Are you only your body? Are you not also your digital artifacts - which
can sustain and be available globally to many people simultaneously?

In one of his 1940 manifestos, Lucio Fontana called for a "Spatialist
Era" in which the artist would unchain art and free it into space. I
think we are there now. This new and bold idea of a dematerialized
hyperart is best understood by something Fontana said in a 1969
interview though: "To unchain art from matter is to unchain the sense of
the eternal from the mere preoccupation with the immortal."

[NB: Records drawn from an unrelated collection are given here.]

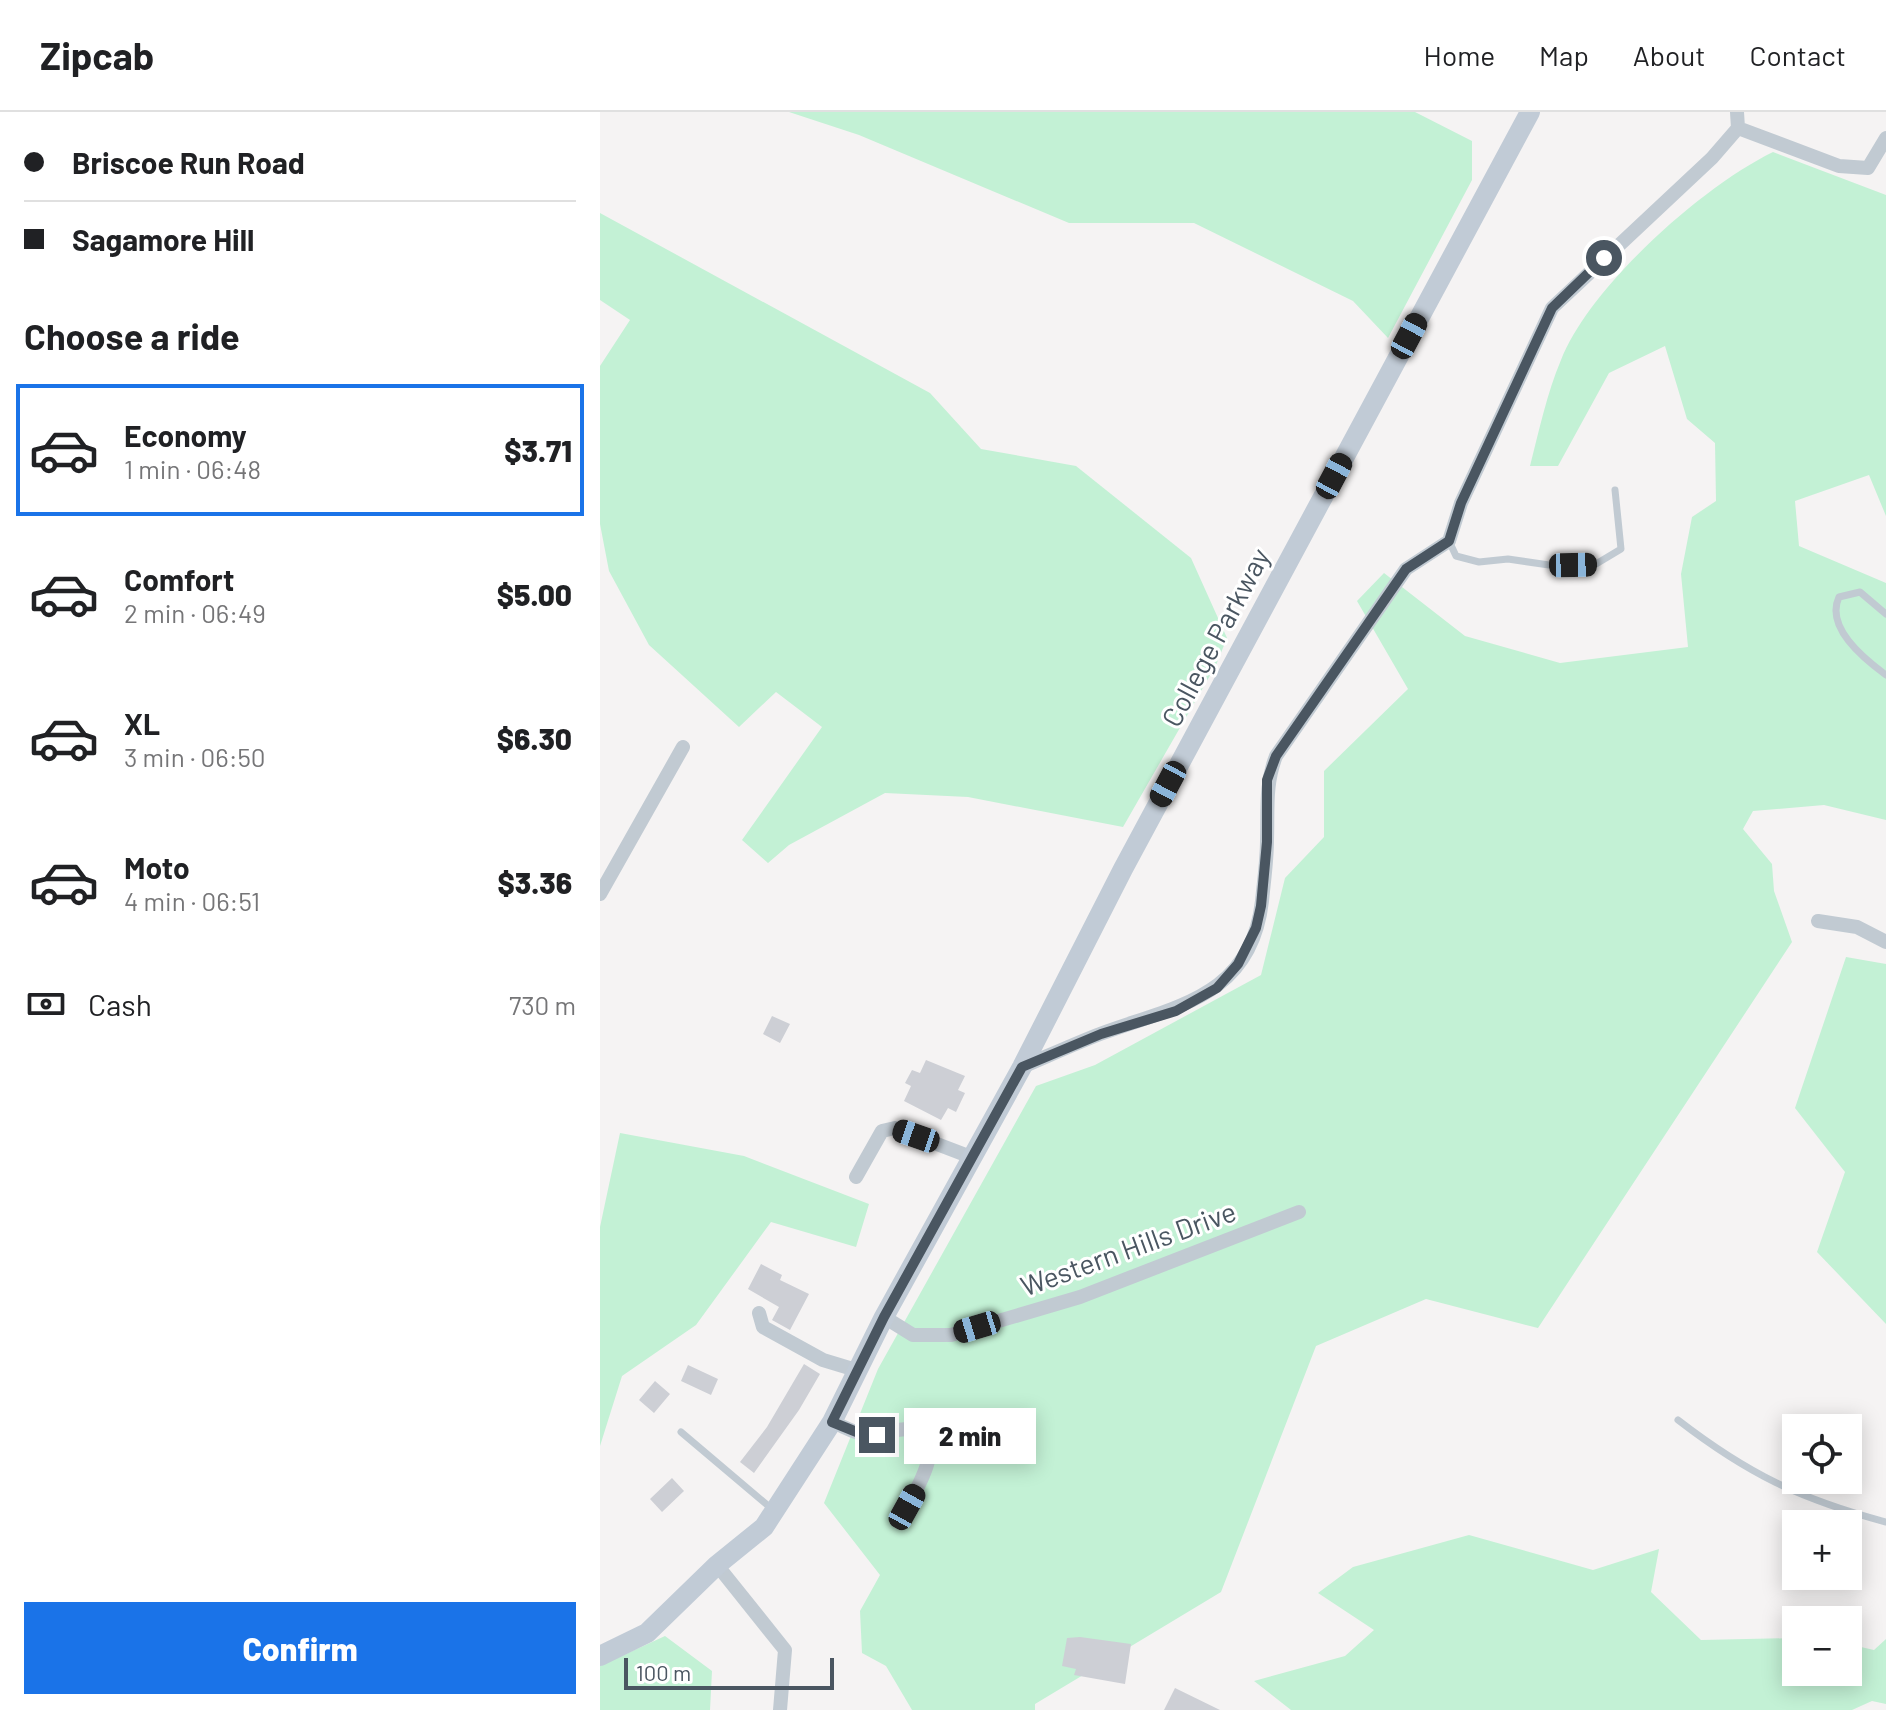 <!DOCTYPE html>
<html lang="en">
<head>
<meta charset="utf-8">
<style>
	:root { --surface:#fff; --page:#f2f2f2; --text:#202124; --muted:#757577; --line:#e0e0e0; --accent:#1a73e8 }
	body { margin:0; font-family:Barlow,sans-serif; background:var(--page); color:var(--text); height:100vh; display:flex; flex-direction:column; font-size:30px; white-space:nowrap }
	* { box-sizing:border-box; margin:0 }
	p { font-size:26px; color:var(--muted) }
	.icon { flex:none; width:44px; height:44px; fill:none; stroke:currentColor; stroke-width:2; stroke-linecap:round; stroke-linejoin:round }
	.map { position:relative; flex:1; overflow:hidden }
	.panel { display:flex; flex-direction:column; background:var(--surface); width:600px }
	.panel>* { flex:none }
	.banner { display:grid; align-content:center; height:176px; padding:0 24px; background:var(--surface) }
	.buttons { position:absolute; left:1182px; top:1302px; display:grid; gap:16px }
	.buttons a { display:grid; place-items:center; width:80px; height:80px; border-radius:0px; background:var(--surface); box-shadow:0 4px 20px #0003; font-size:40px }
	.scale { position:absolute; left:24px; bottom:20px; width:210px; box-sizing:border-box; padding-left:8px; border:4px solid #4a5661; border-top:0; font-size:22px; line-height:28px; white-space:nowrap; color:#4a5661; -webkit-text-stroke:6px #fff; paint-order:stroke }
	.end { position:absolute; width:36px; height:36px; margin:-18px; border:10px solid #4a5661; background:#fff; box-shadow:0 0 0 4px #fff }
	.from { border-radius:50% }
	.bubble { position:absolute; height:56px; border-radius:0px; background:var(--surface); box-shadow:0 4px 20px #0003; font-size:26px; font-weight:800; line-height:56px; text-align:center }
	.car { position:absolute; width:24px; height:48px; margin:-24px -12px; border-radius:10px; box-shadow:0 0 6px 2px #0007; background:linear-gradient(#222 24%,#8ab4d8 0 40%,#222 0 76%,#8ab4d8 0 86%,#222 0) }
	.banner b { display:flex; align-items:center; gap:28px; height:76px; font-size:30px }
	.banner b+b { border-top:2px solid var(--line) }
	.banner i { width:20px; height:20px; background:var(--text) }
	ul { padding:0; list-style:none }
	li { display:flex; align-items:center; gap:24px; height:132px; margin:0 16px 12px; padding:0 8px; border:4px solid transparent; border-radius:0px }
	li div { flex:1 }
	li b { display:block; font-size:30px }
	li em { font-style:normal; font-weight:800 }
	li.on { border-color:var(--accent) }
	li>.icon { width:72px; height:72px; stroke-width:1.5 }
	h2 { padding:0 24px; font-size:36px; line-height:96px }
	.pay { display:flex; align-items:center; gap:20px; height:88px; padding:0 24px; font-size:30px }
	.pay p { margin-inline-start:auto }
	.action { display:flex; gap:16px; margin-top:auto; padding:16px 24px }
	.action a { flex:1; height:92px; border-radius:0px; background:var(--accent); color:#fff; font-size:32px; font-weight:800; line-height:92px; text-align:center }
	header { display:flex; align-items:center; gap:48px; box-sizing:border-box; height:112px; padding:0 40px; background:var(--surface); border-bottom:2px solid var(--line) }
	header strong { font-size:38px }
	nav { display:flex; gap:44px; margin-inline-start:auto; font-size:28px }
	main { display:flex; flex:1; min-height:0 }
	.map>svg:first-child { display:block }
	.green { fill:#c3f1d5 }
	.building { fill:#cdcfd5 }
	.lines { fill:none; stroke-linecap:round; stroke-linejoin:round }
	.lane { stroke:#c1cad2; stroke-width:7 }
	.street { stroke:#c1cad2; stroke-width:14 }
	.secondary { stroke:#c1cbd6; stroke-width:20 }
	.route { stroke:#4a5661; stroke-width:10 }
	.labels { text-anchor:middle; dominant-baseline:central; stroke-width:6; stroke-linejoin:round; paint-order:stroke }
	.street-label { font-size:28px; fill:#4a5661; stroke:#fff }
</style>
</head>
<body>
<header>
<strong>Zipcab</strong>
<nav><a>Home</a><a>Map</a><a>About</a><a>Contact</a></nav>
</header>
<main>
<section class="panel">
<div class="banner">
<b><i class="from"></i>Briscoe Run Road</b>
<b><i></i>Sagamore Hill</b>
</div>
<h2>Choose a ride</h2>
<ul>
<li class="on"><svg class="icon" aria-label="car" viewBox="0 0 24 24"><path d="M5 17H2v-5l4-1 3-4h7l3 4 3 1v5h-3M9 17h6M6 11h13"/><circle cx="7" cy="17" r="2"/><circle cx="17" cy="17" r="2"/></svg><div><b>Economy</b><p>1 min · 06:48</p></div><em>$3.71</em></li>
<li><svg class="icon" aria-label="car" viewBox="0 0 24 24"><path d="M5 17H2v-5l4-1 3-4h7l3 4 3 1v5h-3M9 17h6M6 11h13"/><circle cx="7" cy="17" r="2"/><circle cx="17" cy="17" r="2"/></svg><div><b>Comfort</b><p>2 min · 06:49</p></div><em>$5.00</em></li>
<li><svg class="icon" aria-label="car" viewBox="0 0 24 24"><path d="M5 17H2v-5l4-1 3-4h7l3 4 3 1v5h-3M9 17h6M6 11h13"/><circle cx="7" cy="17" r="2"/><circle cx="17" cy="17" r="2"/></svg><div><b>XL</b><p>3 min · 06:50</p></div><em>$6.30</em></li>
<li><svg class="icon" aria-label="car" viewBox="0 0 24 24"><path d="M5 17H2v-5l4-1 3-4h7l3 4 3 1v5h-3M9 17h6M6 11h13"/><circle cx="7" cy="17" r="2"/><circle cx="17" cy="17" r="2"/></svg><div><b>Moto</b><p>4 min · 06:51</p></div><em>$3.36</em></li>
</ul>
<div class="pay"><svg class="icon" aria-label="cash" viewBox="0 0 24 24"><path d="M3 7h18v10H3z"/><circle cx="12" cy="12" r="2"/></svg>Cash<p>730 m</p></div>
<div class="action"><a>Confirm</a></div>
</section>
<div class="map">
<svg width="1286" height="1598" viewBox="0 0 1286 1598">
	<rect width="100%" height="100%" fill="#f5f3f3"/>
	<!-- green -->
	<path class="green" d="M189,0H815L872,29V68L788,226L753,189L594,111H469L259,23Z
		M1173,40L1286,83V404L1269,363L1195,389L1199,434L1286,471V708L1224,693L1153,699L1143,717L1172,752L1174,779L1192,830L938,1216L826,1187L716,1234L621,1480L435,1592V1598H312L286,1554L262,1541L260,1499L280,1463L224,1391L278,1257L436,974L495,953L661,863L685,766L724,725V659L808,577L757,489L784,461L865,524L960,551L1088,535L1081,462L1092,405L1116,389L1115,331L1087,307L1065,234L1009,261L958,354H930C939,319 947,281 961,248C990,174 1103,74 1173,40Z
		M0,101L330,281L381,337L476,354L591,446L627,526L616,553L523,715L368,685L285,681L189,733L168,751L142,728L222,615L176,580L139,615L49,533L9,459L0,412V254L30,208L0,188Z
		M1246,845L1286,852V1212L1217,1140L1245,1060L1195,996Z
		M20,1021L144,1044L269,1092L256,1135L171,1110L96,1213L22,1264L0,1334V1115Z
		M869,1423L993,1458L1059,1437L1051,1480L1101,1528L1196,1526V1560H1248V1532L1274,1538L1286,1527V1592L1272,1589L1252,1598H691L654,1569L745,1544L774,1518L718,1481L753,1455Z
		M65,1524L112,1559L110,1598H0V1554Z"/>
	<!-- building -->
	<path class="building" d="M172,904L190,912L180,931L163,922Z
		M326,948L365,964L358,978L365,981L356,1000L348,996L341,1008L304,989L311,974L305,971L312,958L320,961Z
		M161,1152L182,1163L180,1168L209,1182L190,1218L172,1208L179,1195L148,1177Z
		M204,1252L220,1262L199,1298L154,1361L140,1350L167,1315Z
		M88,1253L118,1267L111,1283L81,1269Z
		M55,1269L70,1282L54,1301L39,1288Z
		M72,1366L84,1379L62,1400L50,1387Z
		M480,1525L531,1532L525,1572L474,1563L476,1557L462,1554L467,1526Z
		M575,1576L620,1598H564Z"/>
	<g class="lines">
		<!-- lane -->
		<path class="lane" d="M849,429L856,444L879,450L908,447L949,453L996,452L1021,437L1015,378
			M1286,502L1260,480L1239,485C1225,515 1263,546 1286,563
			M1078,1308C1148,1362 1200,1387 1286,1410
			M81,1320L172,1397"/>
		<!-- street -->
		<path class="street" d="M1138,16L1239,54L1268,56L1286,26
			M0,782L83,635
			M1218,809L1257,815L1286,830
			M422,955C448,944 474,932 500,922C575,894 651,886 662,789C664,768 667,748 667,728C668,698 665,672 676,644L806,457L849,429L861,391L952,196L1112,46L1138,16L1137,0
			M256,1065L282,1019L295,1016L371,1045
			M159,1201L163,1215L223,1248L256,1258
			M284,1205L313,1223H351L480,1185L699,1100
			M232,1310C243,1314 255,1322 267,1323C281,1324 296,1316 310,1317C352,1319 316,1379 307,1395
			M117,1453L185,1538L180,1598"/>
		<!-- secondary -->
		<path class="secondary" d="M0,1544L47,1521L117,1453L164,1415L232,1310L284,1205L422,955L523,757L930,0"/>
	</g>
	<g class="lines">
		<!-- route -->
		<path class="route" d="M277,1323H264L232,1310L284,1205L422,955L501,922L576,899L617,876L638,852L656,816L661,794L667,730V668L676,644L806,457L849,429L861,391L952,196L1004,146"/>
	</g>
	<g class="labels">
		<!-- street labels -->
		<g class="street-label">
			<text transform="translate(615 525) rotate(-62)">College Parkway</text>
			<text transform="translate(528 1136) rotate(-20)">Western Hills Drive</text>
		</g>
	</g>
</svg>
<div class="buttons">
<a><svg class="icon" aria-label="locate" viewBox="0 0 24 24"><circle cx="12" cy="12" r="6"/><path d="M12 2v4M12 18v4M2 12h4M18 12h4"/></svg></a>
<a>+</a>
<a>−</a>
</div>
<div class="scale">100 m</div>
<i class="end from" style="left:1004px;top:146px"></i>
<i class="end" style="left:277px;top:1323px"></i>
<div class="bubble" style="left:304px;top:1296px;width:132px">2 min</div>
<i class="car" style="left:809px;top:224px;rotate:28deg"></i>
<i class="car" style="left:734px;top:364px;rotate:28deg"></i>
<i class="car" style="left:973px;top:453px;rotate:89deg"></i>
<i class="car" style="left:568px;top:672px;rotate:208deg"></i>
<i class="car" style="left:316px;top:1024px;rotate:289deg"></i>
<i class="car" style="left:377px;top:1215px;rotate:253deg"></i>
<i class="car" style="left:307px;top:1395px;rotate:29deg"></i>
</div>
</main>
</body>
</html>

The idea of the body in cyberspace is both an old and a new one. It is
old with respect to the fantastical aspects projectable into the
qualities of an ideal body - this we know from any kind of fantasy
fiction. On the other hand it is radically new through its
personification within the virtual reality of interactive, computer
constructed environments.

[…]

For me the internet offers us the potential of long-term societal change
which will undoubtedly have untold spiritual implications in an age
where every user may become a server to all other users. Art may mean
etymologically: to bring together, to put together, to share our time
and thoughts and cares. In a virtual art community this has the
implication of responsibility and respect.

Being online means being together without an agenda and it serves a need
to break the contradictions of the real world with ideals of freedom
from time and rules and constraints.